Esse estudo buscou descrever a situação epidemiológica das lesões autoprovocadas em crianças e adolescentes no Brasil nos últimos dez anos (2013-2023). Este estudo ecológico com abrangência nacional foi baseado em dados do Departamento de Informação e Informática do SUS (DATASUS). Estatísticas descritivas e inferenciais (teste t, ANOVA, Tukey e Friedman) e verificação de normalidade (Shapiro-Wilk) foram aplicadas no software Jamovi. O Brasil registrou 18.382 internações e 261 óbitos por lesões autoprovocadas entre crianças e adolescentes de 2013 a 2023, acarretando um custo hospitalar total de cerca de 10 milhões de reais. A Região Sudeste foi responsável pelo maior número de internações (55,45%) e óbitos (60,1%), enquanto a Região Norte registrou os menores números. A faixa etária entre 15 e 19 anos foi a mais acometida. As internações foram mais frequentes entre as mulheres, enquanto os óbitos predominaram entre os homens, com impacto significativo na população negra. Houve um aumento de 44,28% nas internações e um aumento de 26,31% nos óbitos no período, com os maiores custos hospitalares ocorrendo em 2022 e 2023. A análise destaca disparidades regionais e demográficas significativas, ressaltando a necessidade de estratégias de prevenção direcionadas e políticas públicas específicas.

Palavras-chave:
Suicídio; Criança; Adolescente; Comportamento Autodestrutivo
Biografia do Autor

Gabriela Garcia de Carvalho Laguna, Instituto Multidisciplinar em Saúde da Universidade Federal da Bahia

Acadêmica do curso de Medicina pelo Instituto Multidisciplinar em Saúde da Universidade Federal da Bahia (UFBA - IMS/CAT).
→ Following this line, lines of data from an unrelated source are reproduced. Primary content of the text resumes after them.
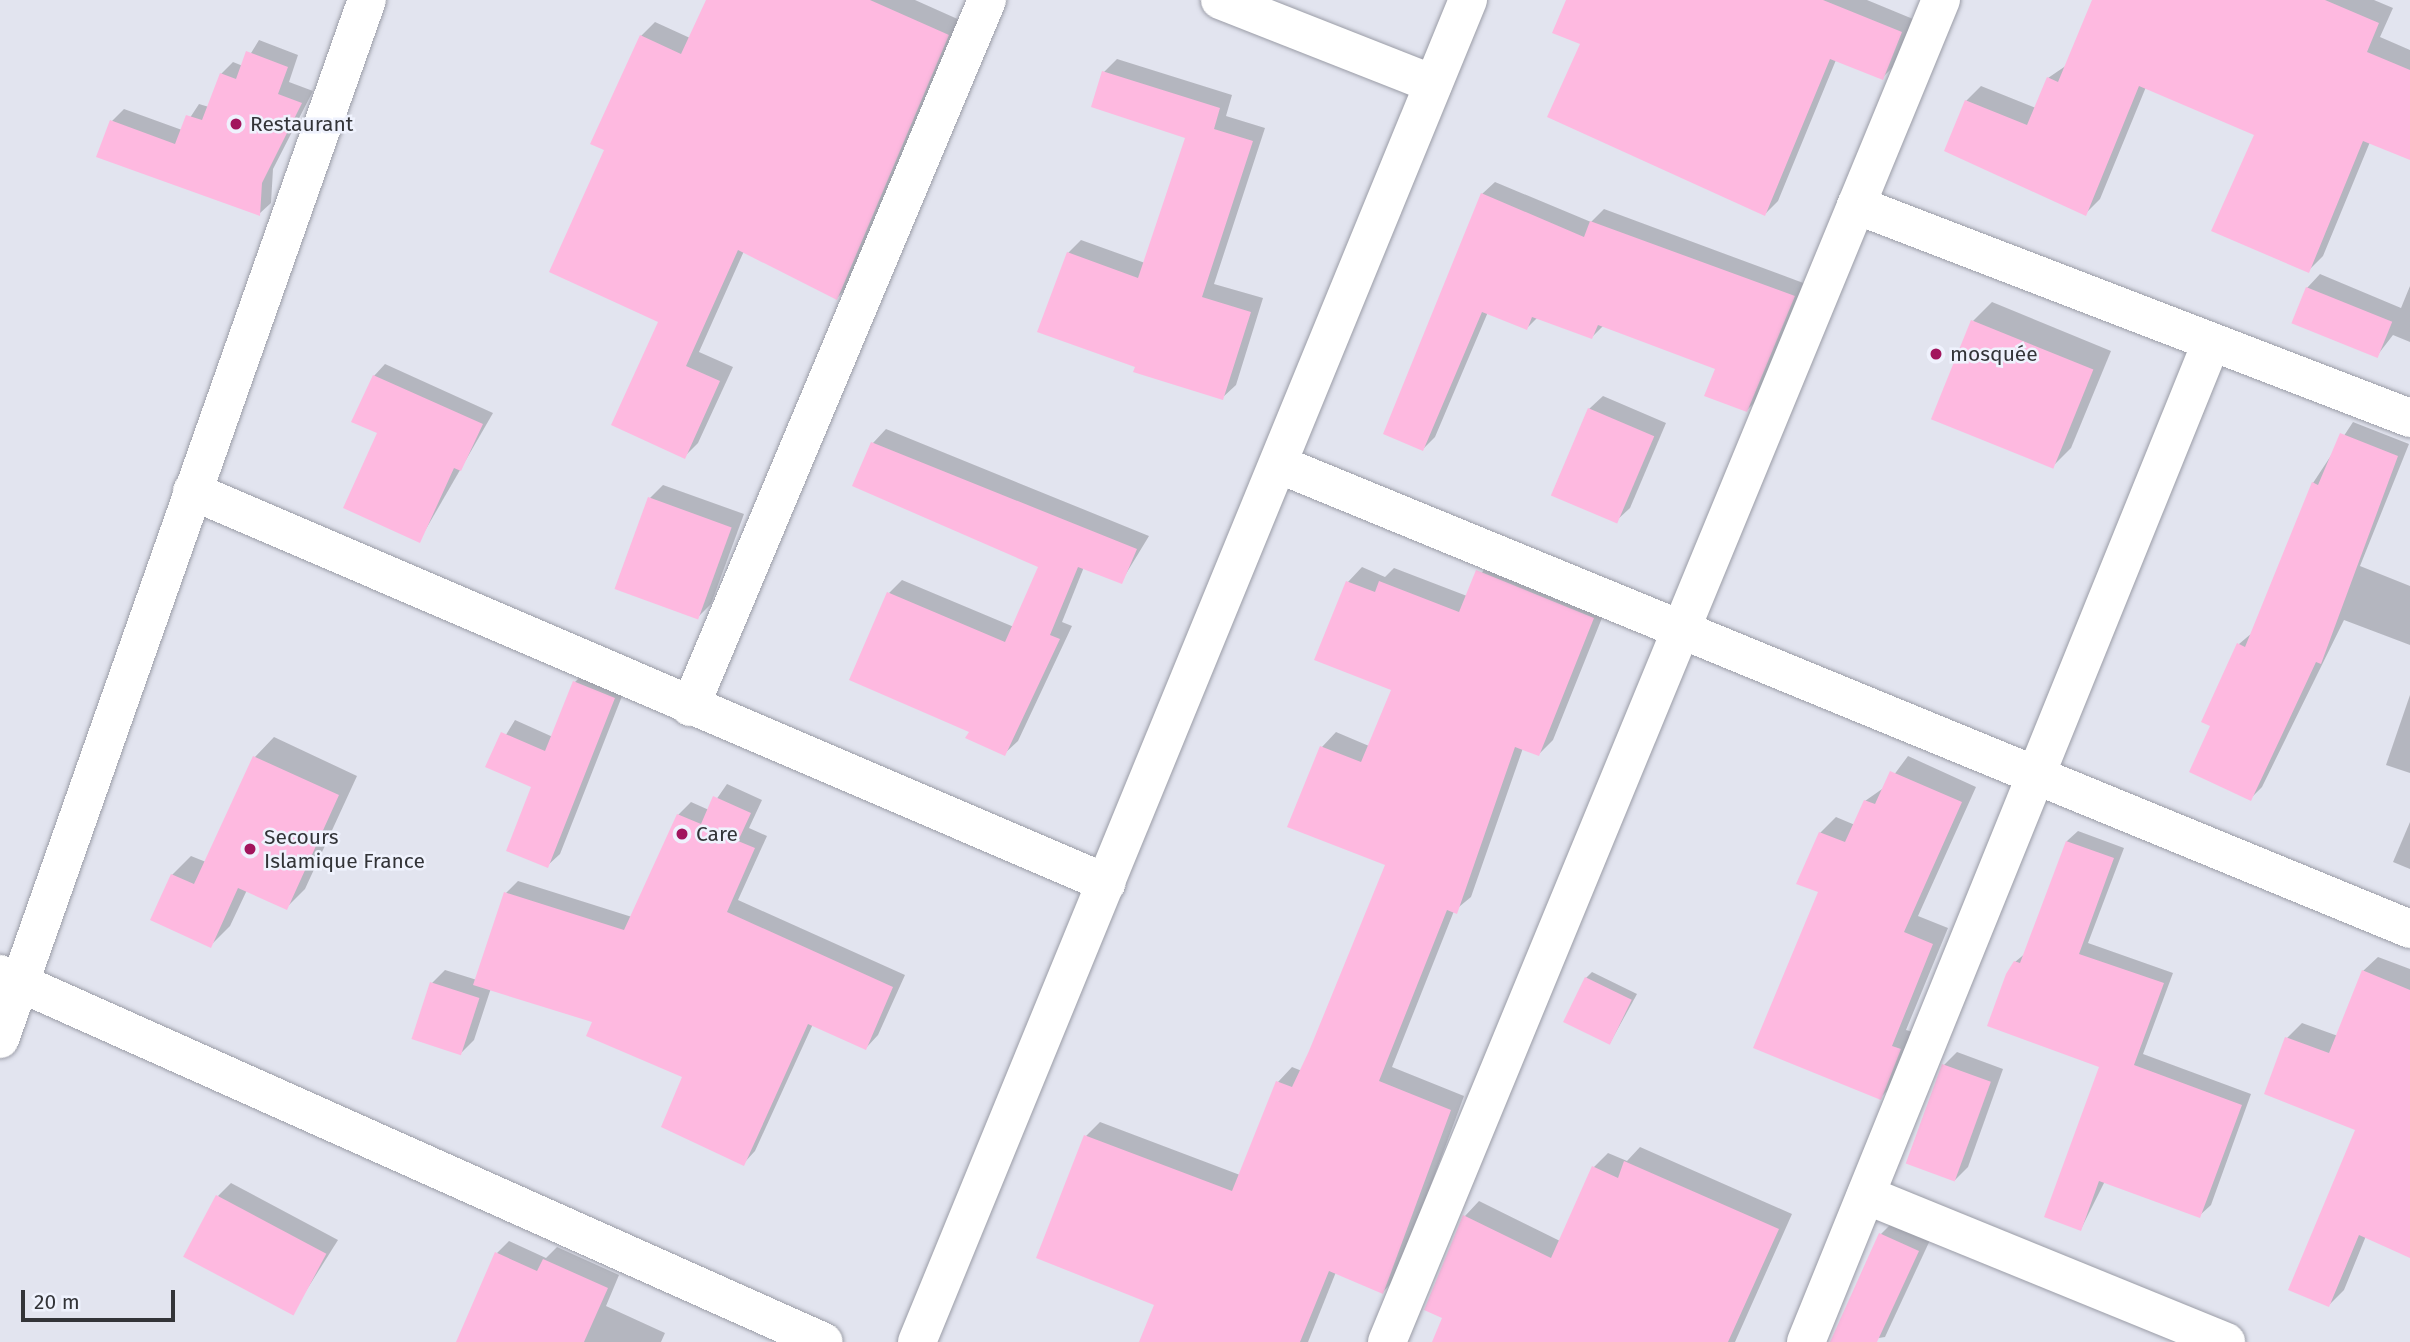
<!DOCTYPE html>
<html>
<head>
<meta charset="utf-8">
<style>
	body { margin:0 }
	#map { position:relative; width:2410px; height:1342px; overflow:hidden; background:#e2e4ef; font-family:"Fira Sans",sans-serif }
	div>[style] { position:absolute }
	.shadow>* { inset:0; background:#0003 }
	.building>* { inset:0; background:#feb9e0; transform-origin:0 0 }
	.roads { filter:drop-shadow(0 0 2px #9b9da7) drop-shadow(0 0 2px #9b9da7) }
	.minor>* { height:38px; margin:-19px; padding:0 19px; transform-origin:19px; border-radius:19px; background:#fff }
	.dots>* { width:19px; height:19px; translate:-50% -50%; box-sizing:border-box; border:4px solid #eff2fd; border-radius:50% }
	span { translate:-50% -50%; white-space:nowrap; text-align:center; line-height:1.15; -webkit-text-stroke:5px #eff2fd; paint-order:stroke }
	.poi-label { font-size:21px; color:#333438 }
	.left { translate:0 -50%; text-align:left }
	.scale { position:absolute; left:21px; top:1290px; width:154px; height:32px; box-sizing:border-box; border:4px solid #333438; border-top:0; padding-left:9px; font-size:21px; line-height:24px; white-space:nowrap; color:#333438; -webkit-text-stroke:5px #eff2fd; paint-order:stroke }
</style>
</head>
<body>
<div id="map">
	<div class="shadow">
		<i style="clip-path:polygon(708px 0,915px 0,962px 21px,851px 284px,837px 298px,744px 251px,699px 352px,733px 367px,698px 443px,684px 457px,660px 321px,607px 149px,641px 36px,655px 22px,690px 38px)"></i>
		<i style="clip-path:polygon(1568px 0,1867px 0,1913px 19px,1895px 65px,1882px 78px,1836px 60px,1778px 201px,1765px 214px,1582px 44px)"></i>
		<i style="clip-path:polygon(2094px 0,2374px 0,2393px 8px,2380px 37px,2410px 50px,2410px 158px,2370px 142px,2323px 256px,2308px 271px,2256px 134px,2146px 87px,2100px 199px,2085px 214px,1966px 101px,1981px 86px,2036px 108px,2048px 78px,2067px 65px)"></i>
		<i style="clip-path:polygon(259px 40px,298px 55px,289px 82px,313px 91px,273px 169px,271px 203px,259px 214px,112px 121px,124px 109px,182px 130px,199px 104px,209px 107px,221px 74px,233px 62px,243px 66px)"></i>
		<i style="clip-path:polygon(1117px 59px,1232px 95px,1226px 116px,1265px 128px,1214px 284px,1263px 298px,1236px 385px,1222px 398px,1137px 366px,1068px 253px,1081px 240px,1145px 263px,1187px 137px,1104px 72px)"></i>
		<i style="clip-path:polygon(1495px 182px,1591px 222px,1604px 209px,1806px 284px,1760px 397px,1747px 410px,1717px 368px,1604px 325px,1592px 337px,1538px 317px,1527px 328px,1488px 312px,1435px 437px,1423px 449px,1482px 194px)"></i>
		<i style="clip-path:polygon(2320px 274px,2401px 308px,2410px 286px,2410px 342px,2393px 335px,2376px 357px,2307px 288px)"></i>
		<i style="clip-path:polygon(1992px 302px,2111px 351px,2071px 448px,2052px 467px,1973px 321px)"></i>
		<i style="clip-path:polygon(385px 364px,493px 413px,419px 541px,379px 432px,374px 376px)"></i>
		<i style="clip-path:polygon(1603px 396px,1666px 423px,1630px 508px,1616px 521px,1589px 409px)"></i>
		<i style="clip-path:polygon(2353px 422px,2409px 444px,2360px 566px,2410px 586px,2410px 645px,2344px 620px,2262px 787px,2250px 799px,2213px 725px,2204px 721px,2239px 644px,2252px 633px,2313px 483px)"></i>
		<i style="clip-path:polygon(886px 429px,1149px 536px,1121px 582px,1084px 567px,1062px 622px,1072px 626px,1018px 741px,1004px 754px,971px 731px,889px 593px,902px 580px,1014px 627px,1041px 566px,854px 485px,873px 443px)"></i>
		<i style="clip-path:polygon(663px 485px,744px 514px,711px 604px,698px 617px,650px 498px)"></i>
		<i style="clip-path:polygon(1492px 557px,1608px 603px,1553px 740px,1539px 754px,1523px 748px,1471px 897px,1454px 911px,1392px 1067px,1464px 1096px,1397px 1277px,1383px 1292px,1336px 1272px,1308px 1342px,1141px 1342px,1157px 1304px,1086px 1136px,1100px 1122px,1240px 1175px,1278px 1082px,1292px 1067px,1302px 1071px,1387px 864px,1322px 747px,1336px 732px,1369px 746px,1393px 689px,1316px 659px,1348px 582px,1362px 567px,1385px 577px,1394px 568px,1467px 596px)"></i>
		<i style="clip-path:polygon(587px 670px,626px 686px,560px 854px,547px 866px,533px 786px,487px 766px,515px 720px,553px 737px,575px 682px)"></i>
		<i style="clip-path:polygon(2410px 695px,2410px 773px,2386px 765px)"></i>
		<i style="clip-path:polygon(274px 737px,357px 776px,305px 889px,286px 908px,247px 890px,230px 926px,211px 945px,172px 875px,191px 856px,206px 862px,255px 757px)"></i>
		<i style="clip-path:polygon(1908px 756px,1976px 787px,1918px 916px,1948px 928px,1906px 1030px,1916px 1033px,1896px 1082px,1880px 1098px,1820px 891px,1820px 833px,1836px 817px,1855px 825px,1865px 801px,1885px 787px)"></i>
		<i style="clip-path:polygon(727px 784px,762px 800px,749px 828px,767px 836px,738px 900px,905px 975px,878px 1035px,866px 1048px,813px 1024px,755px 1151px,743px 1164px,685px 1076px,594px 1021px,491px 988px,474px 1040px,461px 1053px,432px 983px,445px 970px,477px 980px,506px 893px,518px 881px,632px 917px,678px 815px,691px 802px,709px 810px)"></i>
		<i style="clip-path:polygon(2410px 822px,2410px 869px,2393px 862px)"></i>
		<i style="clip-path:polygon(2078px 831px,2124px 848px,2088px 943px,2173px 973px,2143px 1054px,2251px 1094px,2211px 1205px,2200px 1215px,2105px 1181px,2081px 1229px,2101px 1066px,2015px 962px,2027px 952px,2067px 841px)"></i>
		<i style="clip-path:polygon(2378px 957px,2410px 969px,2410px 1243px,2366px 1236px,2344px 1290px,2329px 1305px,2358px 1129px,2266px 1093px,2287px 1038px,2302px 1023px,2338px 1036px,2363px 971px)"></i>
		<i style="clip-path:polygon(1592px 972px,1637px 994px,1610px 1043px,1586px 978px)"></i>
		<i style="clip-path:polygon(1957px 1052px,2003px 1069px,1968px 1167px,1955px 1180px,1944px 1065px)"></i>
		<i style="clip-path:polygon(1640px 1147px,1792px 1214px,1735px 1342px,1488px 1342px,1465px 1216px,1479px 1201px,1560px 1241px,1594px 1167px,1608px 1153px,1627px 1161px)"></i>
		<i style="clip-path:polygon(231px 1183px,338px 1240px,292px 1313px,218px 1196px)"></i>
		<i style="clip-path:polygon(1894px 1221px,1931px 1238px,1885px 1337px,1854px 1342px,1881px 1234px)"></i>
		<i style="clip-path:polygon(509px 1241px,546px 1258px,557px 1247px,619px 1275px,606px 1306px,665px 1333px,661px 1342px,457px 1342px,497px 1253px)"></i>
	</div>
	<div class="building">
		<i style="clip-path:polygon(706px 0,870px 0,949px 35px,837px 300px,738px 250px,686px 366px,720px 381px,685px 459px,611px 425px,658px 322px,549px 272px,604px 150px,590px 144px,640px 35px,681px 54px)"></i>
		<i style="clip-path:polygon(1566px 0,1823px 0,1902px 32px,1883px 80px,1830px 59px,1765px 216px,1547px 117px,1580px 44px,1552px 33px)"></i>
		<i style="clip-path:polygon(2092px 0,2325px 0,2379px 23px,2367px 52px,2410px 70px,2410px 160px,2363px 141px,2309px 273px,2211px 231px,2254px 135px,2139px 86px,2086px 216px,1944px 151px,1965px 100px,2027px 125px,2047px 77px,2058px 82px)"></i>
		<i style="clip-path:polygon(246px 51px,288px 67px,278px 94px,302px 103px,262px 183px,260px 216px,96px 157px,110px 120px,175px 144px,186px 115px,202px 120px,220px 73px,236px 79px)"></i>
		<i style="clip-path:polygon(1102px 71px,1220px 108px,1214px 129px,1253px 141px,1202px 297px,1251px 312px,1223px 400px,1133px 372px,1135px 367px,1037px 332px,1067px 252px,1138px 278px,1185px 138px,1091px 107px)"></i>
		<i style="clip-path:polygon(1481px 193px,1584px 237px,1590px 221px,1795px 296px,1747px 412px,1704px 396px,1715px 369px,1598px 325px,1592px 339px,1532px 317px,1527px 330px,1482px 312px,1423px 451px,1383px 434px)"></i>
		<i style="left:2306px;top:287px;width:93px;height:39px;rotate:22deg"></i>
		<i style="left:1971px;top:320px;width:132px;height:107px;rotate:22deg"></i>
		<i style="clip-path:polygon(373px 375px,483px 424px,461px 471px,454px 468px,420px 543px,343px 508px,377px 433px,351px 422px)"></i>
		<i style="left:1588px;top:408px;width:72px;height:95px;rotate:23deg"></i>
		<i style="clip-path:polygon(2340px 433px,2398px 456px,2321px 664px,2316px 662px,2251px 801px,2189px 772px,2210px 726px,2201px 722px,2237px 643px,2245px 647px,2312px 482px,2318px 485px)"></i>
		<i style="clip-path:polygon(871px 442px,1137px 549px,1122px 584px,1078px 567px,1050px 635px,1060px 639px,1005px 756px,965px 738px,969px 732px,849px 680px,887px 592px,1005px 642px,1038px 567px,852px 486px)"></i>
		<i style="left:648px;top:497px;width:89px;height:98px;rotate:20deg"></i>
		<i style="clip-path:polygon(1476px 570px,1594px 618px,1539px 756px,1515px 747px,1457px 914px,1447px 910px,1379px 1081px,1451px 1110px,1383px 1294px,1329px 1271px,1300px 1342px,1139px 1342px,1154px 1305px,1036px 1258px,1084px 1135px,1232px 1191px,1276px 1081px,1292px 1087px,1309px 1051px,1385px 865px,1287px 827px,1320px 746px,1361px 762px,1391px 690px,1314px 660px,1346px 581px,1375px 592px,1379px 581px,1459px 612px)"></i>
		<i style="clip-path:polygon(573px 681px,615px 698px,548px 868px,506px 851px,531px 787px,485px 767px,501px 732px,545px 751px)"></i>
		<i style="clip-path:polygon(253px 756px,339px 795px,287px 910px,238px 888px,211px 948px,150px 920px,171px 874px,194px 884px)"></i>
		<i style="clip-path:polygon(1890px 771px,1962px 802px,1904px 932px,1933px 944px,1892px 1046px,1901px 1049px,1881px 1100px,1753px 1048px,1818px 892px,1796px 884px,1819px 832px,1845px 842px,1864px 800px,1875px 804px)"></i>
		<i style="clip-path:polygon(713px 796px,751px 813px,738px 841px,755px 848px,727px 912px,893px 987px,866px 1050px,808px 1024px,744px 1166px,661px 1127px,682px 1077px,586px 1036px,592px 1022px,473px 985px,504px 892px,624px 930px,677px 814px,701px 824px)"></i>
		<i style="clip-path:polygon(2066px 841px,2114px 858px,2079px 954px,2164px 983px,2134px 1065px,2242px 1105px,2200px 1218px,2099px 1181px,2081px 1231px,2044px 1217px,2099px 1067px,1987px 1026px,2006px 974px,2014px 961px,2020px 963px)"></i>
		<i style="clip-path:polygon(2362px 970px,2410px 990px,2410px 1258px,2359px 1235px,2329px 1307px,2288px 1290px,2355px 1130px,2264px 1094px,2285px 1037px,2329px 1053px)"></i>
		<i style="left:1585px;top:977px;width:52px;height:50px;rotate:26deg"></i>
		<i style="left:430px;top:982px;width:52px;height:60px;rotate:18deg"></i>
		<i style="left:1942px;top:1064px;width:52px;height:106px;rotate:20deg"></i>
		<i style="clip-path:polygon(1624px 1161px,1779px 1229px,1728px 1342px,1432px 1342px,1442px 1318px,1424px 1310px,1463px 1215px,1551px 1258px,1592px 1166px,1618px 1178px)"></i>
		<i style="left:216px;top:1195px;width:125px;height:70px;rotate:28deg"></i>
		<i style="clip-path:polygon(1879px 1233px,1919px 1251px,1877px 1342px,1830px 1342px)"></i>
		<i style="clip-path:polygon(495px 1252px,537px 1271px,543px 1259px,608px 1288px,584px 1342px,456px 1342px)"></i>
	</div>
	<div class="roads">
		<div class="minor">
			<i style="left:1220px;top:0;width:229px;rotate:21.5deg"></i>
			<i style="left:1856px;top:205px;width:594px;rotate:21.03deg"></i>
			<i style="left:1278px;top:464px;width:1224px;rotate:22.33deg"></i>
			<i style="left:192px;top:491px;width:995px;rotate:23.21deg"></i>
			<i style="left:690px;top:707px;width:767px;rotate:-67.21deg"></i>
			<i style="left:0;top:974px;width:902px;rotate:24.07deg"></i>
			<i style="left:0;top:1039px;width:1102px;rotate:-70.55deg"></i>
			<i style="left:1866px;top:1195px;width:389px;rotate:22.2deg"></i>
			<i style="left:917px;top:1342px;width:1451px;rotate:-67.68deg"></i>
			<i style="left:1387px;top:1342px;width:1452px;rotate:-67.57deg"></i>
			<i style="left:1806px;top:1342px;width:1078px;rotate:-67.93deg"></i>
		</div>
	</div>
	<div class="dots">
		<i style="left:236px;top:124px;background:#a2155d"></i>
		<i style="left:1936px;top:354px;background:#a2155d"></i>
		<i style="left:682px;top:834px;background:#a2155d"></i>
		<i style="left:250px;top:849px;background:#a2155d"></i>
	</div>
	<div class="poi-label">
		<span class="left" style="left:250px;top:124px">Restaurant</span>
		<span class="left" style="left:1950px;top:354px">mosquée</span>
		<span class="left" style="left:696px;top:834px">Care</span>
		<span class="left" style="left:264px;top:849px">Secours<br>Islamique France</span>
	</div>
	<div class="scale">20 m</div>
</div>
</body>
</html>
Pesquisadora do Observatório Baiano de Redes de Atenção à Saúde (OBRAS), do Centro Baiano de Pesquisas em Antropologia Médica (CBPAM) e do Núcleo de Estudos e Pesquisas em Saúde (NEPS/UFSB). Atuou como coordenadora Científica e de Políticas de Saúde da Direção Executiva Nacional dos Estudantes de Medicina (DENEM). Fundadora da Liga Acadêmica de Pediatria (LIPED - IMS/UFBA). 

Ana Luiza Ferreira Gusmão, instituto multidisciplinar em saúde da universidade federal da bahia

data analysis and interpretation, writing, approval of the final version.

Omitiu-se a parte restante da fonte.